I have an extremely large table that is starting to slow down
production. I want to keep it for historical queries, but want to have
it fast for daily production activity. The daily activity will never
access records older than a few days. One of the difficult things
about this table is there is a lot of foreign keys that reference the
table.

So, I'm thinking of doing this:

1) Keep a "live" archive of the table using INSERT, UPDATE, and DELETE
triggers.
2) Having a job that disables the DELETE triggers and will delete
records older than 1 week.
3) Of course, part of this is also deleting the records that reference
this table.
4) Doing the same thing, with other large tables including, of course,
the ones that reference this table.

It seems the trick, mostly, is to delete the records from various
tables in order, so that none of the foreign keys are left hanging.

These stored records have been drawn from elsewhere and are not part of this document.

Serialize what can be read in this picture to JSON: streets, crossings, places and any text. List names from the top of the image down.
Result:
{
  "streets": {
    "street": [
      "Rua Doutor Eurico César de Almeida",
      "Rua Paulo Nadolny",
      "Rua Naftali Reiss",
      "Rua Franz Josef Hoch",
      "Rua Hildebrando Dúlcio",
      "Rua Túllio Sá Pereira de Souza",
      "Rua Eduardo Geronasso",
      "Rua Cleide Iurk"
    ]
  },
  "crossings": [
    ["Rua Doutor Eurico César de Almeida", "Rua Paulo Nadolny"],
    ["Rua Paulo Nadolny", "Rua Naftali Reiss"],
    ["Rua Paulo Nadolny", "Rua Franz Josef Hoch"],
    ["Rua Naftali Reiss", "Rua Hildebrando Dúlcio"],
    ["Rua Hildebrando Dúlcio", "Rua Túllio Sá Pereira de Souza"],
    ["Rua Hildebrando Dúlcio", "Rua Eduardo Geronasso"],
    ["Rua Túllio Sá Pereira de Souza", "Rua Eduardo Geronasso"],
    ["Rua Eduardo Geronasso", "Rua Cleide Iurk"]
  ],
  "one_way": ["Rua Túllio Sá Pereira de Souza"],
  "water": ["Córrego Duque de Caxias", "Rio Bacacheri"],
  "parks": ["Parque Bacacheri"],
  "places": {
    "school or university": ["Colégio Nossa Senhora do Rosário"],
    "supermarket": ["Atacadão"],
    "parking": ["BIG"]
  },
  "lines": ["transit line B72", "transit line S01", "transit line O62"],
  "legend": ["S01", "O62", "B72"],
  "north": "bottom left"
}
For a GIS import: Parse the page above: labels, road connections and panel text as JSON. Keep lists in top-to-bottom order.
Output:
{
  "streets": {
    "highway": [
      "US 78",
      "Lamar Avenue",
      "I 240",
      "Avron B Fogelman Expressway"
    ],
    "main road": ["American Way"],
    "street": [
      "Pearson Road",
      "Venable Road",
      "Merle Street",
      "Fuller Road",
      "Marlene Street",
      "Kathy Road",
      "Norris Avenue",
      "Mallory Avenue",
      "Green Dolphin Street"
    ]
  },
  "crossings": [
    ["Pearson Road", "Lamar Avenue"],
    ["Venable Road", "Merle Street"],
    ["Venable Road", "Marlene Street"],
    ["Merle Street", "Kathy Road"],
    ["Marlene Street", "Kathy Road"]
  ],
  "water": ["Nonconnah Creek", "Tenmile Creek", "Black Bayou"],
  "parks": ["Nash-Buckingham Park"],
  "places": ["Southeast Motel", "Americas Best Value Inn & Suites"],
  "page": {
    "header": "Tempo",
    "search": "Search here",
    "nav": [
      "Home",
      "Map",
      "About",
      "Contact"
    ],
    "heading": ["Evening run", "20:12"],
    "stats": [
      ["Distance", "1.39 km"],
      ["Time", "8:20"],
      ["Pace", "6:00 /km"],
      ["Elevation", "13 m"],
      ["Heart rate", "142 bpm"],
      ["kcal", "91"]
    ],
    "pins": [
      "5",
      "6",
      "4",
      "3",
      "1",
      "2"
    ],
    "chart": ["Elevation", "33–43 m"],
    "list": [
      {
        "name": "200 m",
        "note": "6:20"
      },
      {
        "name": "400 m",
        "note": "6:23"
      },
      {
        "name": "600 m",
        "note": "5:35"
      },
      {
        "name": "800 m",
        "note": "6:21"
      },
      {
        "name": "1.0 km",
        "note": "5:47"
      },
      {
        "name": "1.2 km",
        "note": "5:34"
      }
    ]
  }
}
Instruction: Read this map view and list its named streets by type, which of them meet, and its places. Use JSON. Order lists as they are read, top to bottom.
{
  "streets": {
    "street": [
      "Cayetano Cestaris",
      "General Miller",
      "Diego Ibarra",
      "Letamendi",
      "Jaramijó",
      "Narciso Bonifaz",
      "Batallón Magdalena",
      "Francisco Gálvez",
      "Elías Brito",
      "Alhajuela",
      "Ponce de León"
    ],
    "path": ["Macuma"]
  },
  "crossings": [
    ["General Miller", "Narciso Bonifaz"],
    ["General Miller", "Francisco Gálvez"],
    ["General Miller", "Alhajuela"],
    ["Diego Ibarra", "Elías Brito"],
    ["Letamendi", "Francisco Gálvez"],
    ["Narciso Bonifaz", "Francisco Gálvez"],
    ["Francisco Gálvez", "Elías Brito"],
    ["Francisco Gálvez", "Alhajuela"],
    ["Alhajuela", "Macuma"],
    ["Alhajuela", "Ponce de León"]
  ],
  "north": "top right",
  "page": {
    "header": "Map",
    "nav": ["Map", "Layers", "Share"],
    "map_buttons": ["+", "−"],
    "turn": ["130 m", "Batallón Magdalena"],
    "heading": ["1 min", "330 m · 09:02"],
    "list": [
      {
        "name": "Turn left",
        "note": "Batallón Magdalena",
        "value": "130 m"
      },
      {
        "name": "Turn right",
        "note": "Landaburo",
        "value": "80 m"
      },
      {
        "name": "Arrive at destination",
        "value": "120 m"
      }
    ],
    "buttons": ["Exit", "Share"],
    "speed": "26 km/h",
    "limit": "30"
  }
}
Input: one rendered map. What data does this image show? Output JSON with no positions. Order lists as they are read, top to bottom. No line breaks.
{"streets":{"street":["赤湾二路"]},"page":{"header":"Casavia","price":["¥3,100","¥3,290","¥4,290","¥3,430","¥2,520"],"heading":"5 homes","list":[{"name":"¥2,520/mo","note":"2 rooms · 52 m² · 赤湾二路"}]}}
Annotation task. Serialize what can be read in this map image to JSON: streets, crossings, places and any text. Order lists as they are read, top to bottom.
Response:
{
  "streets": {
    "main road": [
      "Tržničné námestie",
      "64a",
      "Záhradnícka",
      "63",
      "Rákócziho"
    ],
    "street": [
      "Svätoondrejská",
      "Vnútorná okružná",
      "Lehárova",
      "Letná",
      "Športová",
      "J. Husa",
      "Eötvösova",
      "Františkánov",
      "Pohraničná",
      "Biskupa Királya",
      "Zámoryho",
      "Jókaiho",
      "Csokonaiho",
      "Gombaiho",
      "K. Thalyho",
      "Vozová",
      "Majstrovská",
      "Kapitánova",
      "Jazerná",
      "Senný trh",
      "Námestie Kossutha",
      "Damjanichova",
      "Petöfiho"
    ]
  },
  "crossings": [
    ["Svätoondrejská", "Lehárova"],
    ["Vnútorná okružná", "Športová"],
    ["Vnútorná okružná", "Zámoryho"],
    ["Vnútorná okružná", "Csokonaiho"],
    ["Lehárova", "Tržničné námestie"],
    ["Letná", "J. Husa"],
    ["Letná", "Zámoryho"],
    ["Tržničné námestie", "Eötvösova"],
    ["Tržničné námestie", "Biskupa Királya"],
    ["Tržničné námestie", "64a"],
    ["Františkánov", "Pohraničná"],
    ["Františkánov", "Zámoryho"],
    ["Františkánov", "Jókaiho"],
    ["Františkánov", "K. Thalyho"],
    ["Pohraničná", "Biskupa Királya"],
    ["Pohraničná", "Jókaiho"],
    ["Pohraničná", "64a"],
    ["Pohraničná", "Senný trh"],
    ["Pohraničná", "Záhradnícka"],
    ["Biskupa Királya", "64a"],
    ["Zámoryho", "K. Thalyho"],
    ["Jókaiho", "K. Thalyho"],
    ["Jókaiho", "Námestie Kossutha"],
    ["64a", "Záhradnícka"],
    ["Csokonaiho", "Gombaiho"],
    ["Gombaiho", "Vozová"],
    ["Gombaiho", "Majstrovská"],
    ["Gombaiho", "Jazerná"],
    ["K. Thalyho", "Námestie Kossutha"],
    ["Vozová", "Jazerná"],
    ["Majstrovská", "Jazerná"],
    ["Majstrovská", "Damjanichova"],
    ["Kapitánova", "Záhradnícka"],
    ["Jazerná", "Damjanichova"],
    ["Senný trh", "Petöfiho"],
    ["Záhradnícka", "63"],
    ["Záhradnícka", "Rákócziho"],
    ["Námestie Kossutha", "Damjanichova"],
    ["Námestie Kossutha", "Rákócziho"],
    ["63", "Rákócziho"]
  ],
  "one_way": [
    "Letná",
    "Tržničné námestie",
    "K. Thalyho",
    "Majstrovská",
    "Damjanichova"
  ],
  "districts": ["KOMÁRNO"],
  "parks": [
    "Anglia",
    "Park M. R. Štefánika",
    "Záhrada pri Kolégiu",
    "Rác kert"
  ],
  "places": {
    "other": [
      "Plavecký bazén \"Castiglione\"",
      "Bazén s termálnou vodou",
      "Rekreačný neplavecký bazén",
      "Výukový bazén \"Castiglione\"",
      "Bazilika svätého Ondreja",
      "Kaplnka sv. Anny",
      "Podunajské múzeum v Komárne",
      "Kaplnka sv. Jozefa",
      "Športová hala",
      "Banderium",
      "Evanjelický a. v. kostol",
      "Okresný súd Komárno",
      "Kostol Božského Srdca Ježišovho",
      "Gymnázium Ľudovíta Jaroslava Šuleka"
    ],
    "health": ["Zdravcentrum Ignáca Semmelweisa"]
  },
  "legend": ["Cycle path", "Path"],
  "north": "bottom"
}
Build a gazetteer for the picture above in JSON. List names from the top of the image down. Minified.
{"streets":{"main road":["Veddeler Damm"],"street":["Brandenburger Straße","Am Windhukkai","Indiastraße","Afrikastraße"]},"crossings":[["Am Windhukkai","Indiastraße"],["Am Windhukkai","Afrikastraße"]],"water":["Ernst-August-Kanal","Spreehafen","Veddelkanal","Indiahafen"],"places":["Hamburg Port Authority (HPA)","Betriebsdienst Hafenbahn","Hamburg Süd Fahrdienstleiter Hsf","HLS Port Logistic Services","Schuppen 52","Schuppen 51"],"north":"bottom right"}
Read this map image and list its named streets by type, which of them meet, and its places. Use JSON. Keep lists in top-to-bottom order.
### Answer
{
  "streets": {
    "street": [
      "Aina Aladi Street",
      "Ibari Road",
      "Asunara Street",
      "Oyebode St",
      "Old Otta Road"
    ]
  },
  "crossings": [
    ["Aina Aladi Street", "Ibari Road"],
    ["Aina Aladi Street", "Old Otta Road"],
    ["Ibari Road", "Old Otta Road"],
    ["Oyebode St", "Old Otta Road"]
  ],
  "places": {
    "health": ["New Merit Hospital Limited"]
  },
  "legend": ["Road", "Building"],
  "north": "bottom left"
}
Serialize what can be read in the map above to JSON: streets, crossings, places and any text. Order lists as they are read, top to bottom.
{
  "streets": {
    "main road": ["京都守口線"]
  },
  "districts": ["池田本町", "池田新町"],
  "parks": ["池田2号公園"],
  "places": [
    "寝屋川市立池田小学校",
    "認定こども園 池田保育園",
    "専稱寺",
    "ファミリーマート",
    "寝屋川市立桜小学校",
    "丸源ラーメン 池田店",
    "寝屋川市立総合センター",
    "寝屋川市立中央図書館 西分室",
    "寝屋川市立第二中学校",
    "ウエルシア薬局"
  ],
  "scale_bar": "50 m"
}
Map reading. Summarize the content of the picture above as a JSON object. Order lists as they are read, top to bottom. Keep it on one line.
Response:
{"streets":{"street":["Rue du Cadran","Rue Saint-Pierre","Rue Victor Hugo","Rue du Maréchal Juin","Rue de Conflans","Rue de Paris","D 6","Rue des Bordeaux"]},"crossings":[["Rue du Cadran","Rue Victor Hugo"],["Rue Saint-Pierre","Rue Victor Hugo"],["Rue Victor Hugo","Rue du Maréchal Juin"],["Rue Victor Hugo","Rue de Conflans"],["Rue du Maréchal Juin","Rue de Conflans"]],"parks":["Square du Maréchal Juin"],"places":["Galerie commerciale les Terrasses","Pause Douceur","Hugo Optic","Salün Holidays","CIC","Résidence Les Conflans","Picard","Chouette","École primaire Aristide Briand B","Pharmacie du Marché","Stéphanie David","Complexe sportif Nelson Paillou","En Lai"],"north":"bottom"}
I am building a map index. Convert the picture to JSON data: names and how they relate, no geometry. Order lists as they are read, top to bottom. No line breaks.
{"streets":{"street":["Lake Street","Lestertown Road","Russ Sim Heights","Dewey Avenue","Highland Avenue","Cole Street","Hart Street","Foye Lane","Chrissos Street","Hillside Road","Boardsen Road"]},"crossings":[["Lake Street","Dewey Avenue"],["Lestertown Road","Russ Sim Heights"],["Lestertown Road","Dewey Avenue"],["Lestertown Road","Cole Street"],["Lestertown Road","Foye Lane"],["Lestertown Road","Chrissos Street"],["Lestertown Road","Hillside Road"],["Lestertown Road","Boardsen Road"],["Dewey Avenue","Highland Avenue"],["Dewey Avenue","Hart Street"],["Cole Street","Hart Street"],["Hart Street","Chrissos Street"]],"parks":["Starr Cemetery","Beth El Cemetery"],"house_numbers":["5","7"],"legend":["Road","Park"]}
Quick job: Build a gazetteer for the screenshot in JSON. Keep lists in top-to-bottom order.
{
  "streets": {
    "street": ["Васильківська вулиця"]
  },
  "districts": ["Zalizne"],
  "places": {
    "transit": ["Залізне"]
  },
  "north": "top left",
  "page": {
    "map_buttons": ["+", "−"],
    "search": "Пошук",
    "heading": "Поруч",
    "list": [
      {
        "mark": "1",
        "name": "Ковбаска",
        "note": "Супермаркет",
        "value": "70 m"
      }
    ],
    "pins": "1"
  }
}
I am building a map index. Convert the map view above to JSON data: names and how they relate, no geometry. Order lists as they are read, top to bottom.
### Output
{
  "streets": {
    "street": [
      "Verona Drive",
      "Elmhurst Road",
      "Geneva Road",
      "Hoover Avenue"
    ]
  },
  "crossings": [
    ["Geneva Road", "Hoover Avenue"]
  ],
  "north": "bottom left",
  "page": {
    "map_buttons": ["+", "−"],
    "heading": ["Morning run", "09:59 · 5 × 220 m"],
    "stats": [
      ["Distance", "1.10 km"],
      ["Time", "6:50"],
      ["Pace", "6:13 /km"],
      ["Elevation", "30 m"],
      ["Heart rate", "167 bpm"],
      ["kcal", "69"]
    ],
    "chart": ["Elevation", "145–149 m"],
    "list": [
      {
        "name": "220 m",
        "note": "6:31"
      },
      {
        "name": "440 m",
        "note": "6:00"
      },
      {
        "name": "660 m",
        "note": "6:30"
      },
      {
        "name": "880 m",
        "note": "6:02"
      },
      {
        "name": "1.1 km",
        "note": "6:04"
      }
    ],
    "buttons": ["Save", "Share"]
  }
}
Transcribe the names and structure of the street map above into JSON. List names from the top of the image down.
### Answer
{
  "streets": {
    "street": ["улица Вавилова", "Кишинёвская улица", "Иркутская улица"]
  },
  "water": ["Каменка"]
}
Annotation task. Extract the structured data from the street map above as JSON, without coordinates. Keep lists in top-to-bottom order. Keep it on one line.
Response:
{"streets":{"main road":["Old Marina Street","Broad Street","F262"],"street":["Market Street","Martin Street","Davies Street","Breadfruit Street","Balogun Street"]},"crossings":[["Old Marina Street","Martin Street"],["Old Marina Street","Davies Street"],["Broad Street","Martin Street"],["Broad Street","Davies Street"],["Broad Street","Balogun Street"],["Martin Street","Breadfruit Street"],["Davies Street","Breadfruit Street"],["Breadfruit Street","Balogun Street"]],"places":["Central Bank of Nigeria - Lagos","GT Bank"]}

Is this a reasonable approach? Is there a more straight forward/built-
in technique for doing this?

We examined partitioning and this does not seem to be a practical
approach because, amoung other things, some of the tables are self
referencing and these references would cross partition boundaries.

Thanks!

- Brian

Re: Automatically Archiving a Large Table

am 04.12.2007 04:14:03 von Tom van Stiphout

On Mon, 3 Dec 2007 15:43:05 -0800 (PST), Brian - Support
wrote:

What do you consider "extremely large"?

A query like:
select * from SomeTable
where SomeDate between 'x' and 'y'
should be fast if SomeDate is indexed and x and y are only a few days
apart, even if there are millions of rows. That's the power of
indexing. So it should be fast to select the "active records" for use
in the front-end application.

-Tom.



>I have an extremely large table that is starting to slow down
>production. I want to keep it for historical queries, but want to have
>it fast for daily production activity. The daily activity will never
>access records older than a few days. One of the difficult things
>about this table is there is a lot of foreign keys that reference the
>table.
>
>So, I'm thinking of doing this:
>
>1) Keep a "live" archive of the table using INSERT, UPDATE, and DELETE
>triggers.
>2) Having a job that disables the DELETE triggers and will delete
>records older than 1 week.
>3) Of course, part of this is also deleting the records that reference
>this table.
>4) Doing the same thing, with other large tables including, of course,
>the ones that reference this table.
>
>It seems the trick, mostly, is to delete the records from various
>tables in order, so that none of the foreign keys are left hanging.
>
>Is this a reasonable approach? Is there a more straight forward/built-
>in technique for doing this?
>
>We examined partitioning and this does not seem to be a practical
>approach because, amoung other things, some of the tables are self
>referencing and these references would cross partition boundaries.
>
>Thanks!
>
>- Brian

Re: Automatically Archiving a Large Table

am 04.12.2007 20:56:19 von Brian - Support

A handful of tables with 10 - 20 million records.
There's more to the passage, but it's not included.